The Hedaya Capital Group provided a $350,000 factoring facility to a children’s accessories, toys and activewear company to support a renewed importing focus. The company sells to specialty beach stores as well as major off-price retailers such as Burlington and TJ Maxx.
In 2022, the company began importing its own products, developed by the founder’s wife and targeted to young girls, under a proprietary brand. However, growing tariff uncertainty caused the company to pause imports, cancel orders and put the business on hiatus in 2025.
Given this year’s steadier supply chain and tariff assurance, the owner is re-establishing the business and beginning to import product from China once again.

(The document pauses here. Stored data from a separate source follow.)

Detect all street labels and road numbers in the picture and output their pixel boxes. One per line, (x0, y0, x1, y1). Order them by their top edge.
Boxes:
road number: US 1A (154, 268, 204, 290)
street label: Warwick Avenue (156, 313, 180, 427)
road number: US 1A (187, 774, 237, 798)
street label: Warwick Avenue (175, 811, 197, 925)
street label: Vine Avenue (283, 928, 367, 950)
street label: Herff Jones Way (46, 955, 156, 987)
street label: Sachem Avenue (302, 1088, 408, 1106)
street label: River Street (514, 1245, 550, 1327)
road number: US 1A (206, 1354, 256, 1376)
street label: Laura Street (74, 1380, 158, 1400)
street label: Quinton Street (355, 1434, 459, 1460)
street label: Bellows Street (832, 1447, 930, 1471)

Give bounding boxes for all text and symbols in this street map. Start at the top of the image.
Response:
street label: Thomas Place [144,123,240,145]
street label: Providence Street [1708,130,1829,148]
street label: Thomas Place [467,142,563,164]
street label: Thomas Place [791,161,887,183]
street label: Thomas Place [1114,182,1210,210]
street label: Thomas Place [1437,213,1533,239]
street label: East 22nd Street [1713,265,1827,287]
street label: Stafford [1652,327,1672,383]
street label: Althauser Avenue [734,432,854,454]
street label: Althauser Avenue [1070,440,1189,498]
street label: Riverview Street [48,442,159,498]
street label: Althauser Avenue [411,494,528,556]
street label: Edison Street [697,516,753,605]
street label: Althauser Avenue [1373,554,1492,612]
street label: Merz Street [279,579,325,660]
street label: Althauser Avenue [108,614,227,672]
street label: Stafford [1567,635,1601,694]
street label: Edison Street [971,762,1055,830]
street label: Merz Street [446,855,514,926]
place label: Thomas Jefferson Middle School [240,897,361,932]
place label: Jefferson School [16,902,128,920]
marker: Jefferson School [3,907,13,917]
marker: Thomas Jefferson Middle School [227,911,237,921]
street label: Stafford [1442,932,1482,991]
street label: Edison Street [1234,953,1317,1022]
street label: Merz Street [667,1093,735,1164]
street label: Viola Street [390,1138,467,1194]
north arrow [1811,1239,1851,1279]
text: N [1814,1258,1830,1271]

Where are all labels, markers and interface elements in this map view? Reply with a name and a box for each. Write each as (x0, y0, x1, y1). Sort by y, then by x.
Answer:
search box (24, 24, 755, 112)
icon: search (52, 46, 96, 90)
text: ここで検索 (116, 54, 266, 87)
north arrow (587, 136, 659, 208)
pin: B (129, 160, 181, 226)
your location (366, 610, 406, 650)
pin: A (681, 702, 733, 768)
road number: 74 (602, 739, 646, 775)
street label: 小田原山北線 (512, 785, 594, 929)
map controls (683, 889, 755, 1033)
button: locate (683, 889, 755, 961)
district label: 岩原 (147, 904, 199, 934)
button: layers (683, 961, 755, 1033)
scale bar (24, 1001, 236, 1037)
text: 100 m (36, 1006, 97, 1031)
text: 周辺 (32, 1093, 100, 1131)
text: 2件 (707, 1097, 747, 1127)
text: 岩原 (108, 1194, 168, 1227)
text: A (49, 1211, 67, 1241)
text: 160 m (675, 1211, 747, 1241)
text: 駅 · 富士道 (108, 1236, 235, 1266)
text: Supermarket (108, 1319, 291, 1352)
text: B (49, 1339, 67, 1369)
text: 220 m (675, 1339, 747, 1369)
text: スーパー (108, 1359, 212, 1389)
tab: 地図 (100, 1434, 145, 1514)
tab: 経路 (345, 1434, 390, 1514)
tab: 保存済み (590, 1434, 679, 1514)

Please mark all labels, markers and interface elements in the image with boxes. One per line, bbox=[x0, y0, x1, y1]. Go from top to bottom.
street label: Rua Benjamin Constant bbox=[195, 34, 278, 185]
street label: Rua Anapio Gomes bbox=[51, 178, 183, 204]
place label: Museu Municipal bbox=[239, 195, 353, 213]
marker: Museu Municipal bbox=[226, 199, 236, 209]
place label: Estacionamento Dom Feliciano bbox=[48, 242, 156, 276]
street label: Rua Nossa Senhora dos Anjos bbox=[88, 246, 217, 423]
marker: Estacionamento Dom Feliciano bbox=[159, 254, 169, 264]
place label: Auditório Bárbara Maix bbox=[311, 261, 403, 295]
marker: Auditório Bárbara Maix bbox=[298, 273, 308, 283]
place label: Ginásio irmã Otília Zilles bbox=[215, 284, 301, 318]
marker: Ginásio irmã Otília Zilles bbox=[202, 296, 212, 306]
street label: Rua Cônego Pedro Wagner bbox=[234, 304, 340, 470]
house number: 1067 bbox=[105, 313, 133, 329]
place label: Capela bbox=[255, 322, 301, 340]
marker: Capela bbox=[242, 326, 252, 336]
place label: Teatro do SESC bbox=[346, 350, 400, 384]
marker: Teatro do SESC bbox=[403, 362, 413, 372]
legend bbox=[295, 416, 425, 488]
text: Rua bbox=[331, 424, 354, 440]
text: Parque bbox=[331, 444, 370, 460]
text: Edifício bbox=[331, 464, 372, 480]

Needing working capital to rebuild inventory, a mutual friend in the industry introduced the company owner to Hedaya Capital’s senior advisor Louis Barone.
“We were impressed with this company’s product focus and the founder’s story, and we’re happy to provide assistance with its reboot,” Barone said. “Providing steady cash flow will be key for this company as they navigate overseas supply chain challenges, global economic uncertainty and new tariff laws.”
The new facility will enable the company to leverage accounts receivable for continued import inventory purchases to provide new products to its retail outlets. Backed by Hedaya’s funding, the company is well-positioned for future growth and is projecting $1 million in sales for 2026.